#### [TASK STATEMENT]
Look through the data below and work out how many lines contain the string "list". Give the number alone.

***** EXERCISE INPUT *****

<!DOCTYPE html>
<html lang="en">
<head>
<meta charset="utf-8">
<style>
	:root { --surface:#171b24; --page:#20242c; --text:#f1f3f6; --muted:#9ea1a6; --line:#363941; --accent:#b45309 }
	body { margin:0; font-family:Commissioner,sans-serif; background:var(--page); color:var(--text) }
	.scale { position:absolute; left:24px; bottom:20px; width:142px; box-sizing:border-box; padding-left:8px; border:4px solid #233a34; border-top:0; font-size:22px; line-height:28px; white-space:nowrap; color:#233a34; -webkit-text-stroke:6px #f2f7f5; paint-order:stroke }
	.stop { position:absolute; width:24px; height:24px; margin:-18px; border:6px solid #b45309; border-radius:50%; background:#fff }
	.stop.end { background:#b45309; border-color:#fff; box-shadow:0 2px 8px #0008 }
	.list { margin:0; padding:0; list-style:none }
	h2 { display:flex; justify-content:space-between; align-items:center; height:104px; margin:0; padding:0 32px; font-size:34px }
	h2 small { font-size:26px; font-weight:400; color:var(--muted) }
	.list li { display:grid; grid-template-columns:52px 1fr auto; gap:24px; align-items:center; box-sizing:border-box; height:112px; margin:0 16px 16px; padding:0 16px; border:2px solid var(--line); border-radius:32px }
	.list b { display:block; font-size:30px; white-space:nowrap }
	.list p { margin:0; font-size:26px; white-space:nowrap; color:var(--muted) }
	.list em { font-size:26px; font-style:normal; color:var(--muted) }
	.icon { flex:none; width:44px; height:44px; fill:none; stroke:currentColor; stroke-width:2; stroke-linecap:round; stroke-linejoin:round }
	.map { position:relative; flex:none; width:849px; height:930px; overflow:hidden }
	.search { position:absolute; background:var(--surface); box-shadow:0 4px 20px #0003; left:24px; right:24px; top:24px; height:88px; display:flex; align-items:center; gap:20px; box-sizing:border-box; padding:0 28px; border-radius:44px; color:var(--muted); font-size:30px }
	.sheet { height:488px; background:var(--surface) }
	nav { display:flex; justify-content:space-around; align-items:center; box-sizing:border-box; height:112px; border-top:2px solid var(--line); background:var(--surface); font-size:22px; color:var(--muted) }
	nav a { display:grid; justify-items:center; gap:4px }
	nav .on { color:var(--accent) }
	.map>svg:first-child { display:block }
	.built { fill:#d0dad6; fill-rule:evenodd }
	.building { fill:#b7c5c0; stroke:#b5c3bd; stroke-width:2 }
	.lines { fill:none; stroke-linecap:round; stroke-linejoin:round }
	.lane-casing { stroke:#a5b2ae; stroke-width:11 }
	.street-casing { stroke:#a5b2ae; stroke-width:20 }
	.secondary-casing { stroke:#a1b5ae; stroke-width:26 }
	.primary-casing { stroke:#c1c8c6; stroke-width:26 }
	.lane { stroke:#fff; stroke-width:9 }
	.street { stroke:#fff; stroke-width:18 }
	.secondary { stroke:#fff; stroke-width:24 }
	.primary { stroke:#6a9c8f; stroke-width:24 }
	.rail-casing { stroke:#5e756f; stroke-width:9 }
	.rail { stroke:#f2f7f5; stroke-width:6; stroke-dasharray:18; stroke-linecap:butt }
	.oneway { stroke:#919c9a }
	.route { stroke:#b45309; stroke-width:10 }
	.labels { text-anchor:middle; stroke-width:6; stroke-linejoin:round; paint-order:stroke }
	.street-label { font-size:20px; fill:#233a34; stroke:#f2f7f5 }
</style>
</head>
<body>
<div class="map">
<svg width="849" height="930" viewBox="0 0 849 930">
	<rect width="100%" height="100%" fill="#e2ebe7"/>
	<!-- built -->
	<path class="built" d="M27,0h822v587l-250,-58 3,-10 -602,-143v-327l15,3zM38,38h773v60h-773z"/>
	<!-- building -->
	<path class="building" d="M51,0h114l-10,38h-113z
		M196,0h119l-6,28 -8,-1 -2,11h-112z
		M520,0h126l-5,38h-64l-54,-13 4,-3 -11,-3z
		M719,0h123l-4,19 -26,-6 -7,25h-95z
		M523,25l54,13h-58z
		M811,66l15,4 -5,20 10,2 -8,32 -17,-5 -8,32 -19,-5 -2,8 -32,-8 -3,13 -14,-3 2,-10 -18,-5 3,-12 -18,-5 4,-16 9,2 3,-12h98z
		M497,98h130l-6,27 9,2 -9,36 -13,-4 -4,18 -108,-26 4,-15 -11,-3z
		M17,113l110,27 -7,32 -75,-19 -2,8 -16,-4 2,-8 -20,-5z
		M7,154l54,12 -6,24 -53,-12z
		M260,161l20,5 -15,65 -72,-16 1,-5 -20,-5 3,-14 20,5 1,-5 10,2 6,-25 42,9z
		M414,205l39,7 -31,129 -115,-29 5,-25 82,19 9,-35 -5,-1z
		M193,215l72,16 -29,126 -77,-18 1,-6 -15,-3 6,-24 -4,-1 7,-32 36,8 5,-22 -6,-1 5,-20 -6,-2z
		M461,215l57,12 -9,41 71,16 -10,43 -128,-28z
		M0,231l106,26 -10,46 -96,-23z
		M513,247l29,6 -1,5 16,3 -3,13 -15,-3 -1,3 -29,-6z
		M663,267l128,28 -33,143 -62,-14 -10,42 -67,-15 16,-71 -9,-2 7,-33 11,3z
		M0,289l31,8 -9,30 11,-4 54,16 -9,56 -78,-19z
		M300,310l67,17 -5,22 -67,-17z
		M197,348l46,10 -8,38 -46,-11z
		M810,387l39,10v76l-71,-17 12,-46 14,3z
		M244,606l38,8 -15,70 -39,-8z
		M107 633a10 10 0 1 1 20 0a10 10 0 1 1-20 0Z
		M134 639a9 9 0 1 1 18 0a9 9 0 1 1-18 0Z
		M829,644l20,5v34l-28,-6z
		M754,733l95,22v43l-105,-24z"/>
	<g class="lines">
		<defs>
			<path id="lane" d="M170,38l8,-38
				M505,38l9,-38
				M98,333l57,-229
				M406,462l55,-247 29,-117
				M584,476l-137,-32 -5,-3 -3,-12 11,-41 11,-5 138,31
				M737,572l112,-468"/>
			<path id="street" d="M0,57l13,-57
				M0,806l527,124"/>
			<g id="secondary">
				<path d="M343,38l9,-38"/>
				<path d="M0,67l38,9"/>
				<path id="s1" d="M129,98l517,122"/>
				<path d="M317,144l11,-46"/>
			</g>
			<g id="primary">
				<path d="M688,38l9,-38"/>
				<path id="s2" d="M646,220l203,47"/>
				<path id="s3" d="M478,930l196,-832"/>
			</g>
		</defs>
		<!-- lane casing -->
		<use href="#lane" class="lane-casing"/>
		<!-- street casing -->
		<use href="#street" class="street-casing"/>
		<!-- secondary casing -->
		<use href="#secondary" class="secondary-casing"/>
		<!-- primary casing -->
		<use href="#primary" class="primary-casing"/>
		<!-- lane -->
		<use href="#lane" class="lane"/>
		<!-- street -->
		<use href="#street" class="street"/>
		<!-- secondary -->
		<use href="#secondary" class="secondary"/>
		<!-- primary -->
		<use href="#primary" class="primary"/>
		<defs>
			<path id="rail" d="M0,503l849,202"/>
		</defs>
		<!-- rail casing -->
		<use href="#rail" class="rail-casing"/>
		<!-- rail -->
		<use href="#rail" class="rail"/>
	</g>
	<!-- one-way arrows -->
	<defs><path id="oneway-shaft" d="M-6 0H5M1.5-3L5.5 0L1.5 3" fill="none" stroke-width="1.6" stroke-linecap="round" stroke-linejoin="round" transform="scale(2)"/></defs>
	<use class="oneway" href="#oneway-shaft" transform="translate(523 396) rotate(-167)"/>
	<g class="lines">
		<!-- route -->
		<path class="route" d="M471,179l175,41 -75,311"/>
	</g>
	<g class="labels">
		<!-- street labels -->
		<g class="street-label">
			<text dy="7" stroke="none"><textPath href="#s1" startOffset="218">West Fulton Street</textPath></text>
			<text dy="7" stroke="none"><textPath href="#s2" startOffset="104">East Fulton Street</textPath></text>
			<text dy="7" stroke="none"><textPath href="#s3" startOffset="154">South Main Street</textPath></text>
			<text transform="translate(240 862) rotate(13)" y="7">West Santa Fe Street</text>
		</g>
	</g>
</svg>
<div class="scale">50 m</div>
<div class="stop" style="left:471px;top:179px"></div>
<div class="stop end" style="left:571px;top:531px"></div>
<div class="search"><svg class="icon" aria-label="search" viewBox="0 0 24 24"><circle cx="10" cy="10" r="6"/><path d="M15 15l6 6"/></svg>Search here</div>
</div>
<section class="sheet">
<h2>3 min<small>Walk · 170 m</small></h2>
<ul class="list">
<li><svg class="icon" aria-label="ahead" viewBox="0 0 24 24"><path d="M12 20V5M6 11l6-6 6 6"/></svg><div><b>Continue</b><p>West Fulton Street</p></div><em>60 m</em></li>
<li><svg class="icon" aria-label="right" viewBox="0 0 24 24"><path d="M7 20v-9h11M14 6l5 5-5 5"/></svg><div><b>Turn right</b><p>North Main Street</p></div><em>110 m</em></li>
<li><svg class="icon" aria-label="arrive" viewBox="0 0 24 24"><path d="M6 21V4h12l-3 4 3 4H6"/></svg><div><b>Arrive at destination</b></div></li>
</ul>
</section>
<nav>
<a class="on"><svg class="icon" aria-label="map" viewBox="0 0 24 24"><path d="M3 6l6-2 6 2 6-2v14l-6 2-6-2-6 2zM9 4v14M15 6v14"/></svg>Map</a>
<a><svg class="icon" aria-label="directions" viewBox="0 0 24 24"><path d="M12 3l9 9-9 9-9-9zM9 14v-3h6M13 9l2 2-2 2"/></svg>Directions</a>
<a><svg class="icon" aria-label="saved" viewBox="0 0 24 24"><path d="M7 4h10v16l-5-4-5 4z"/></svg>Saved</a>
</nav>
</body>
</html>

*****

#### [WRITTEN ANSWER]
6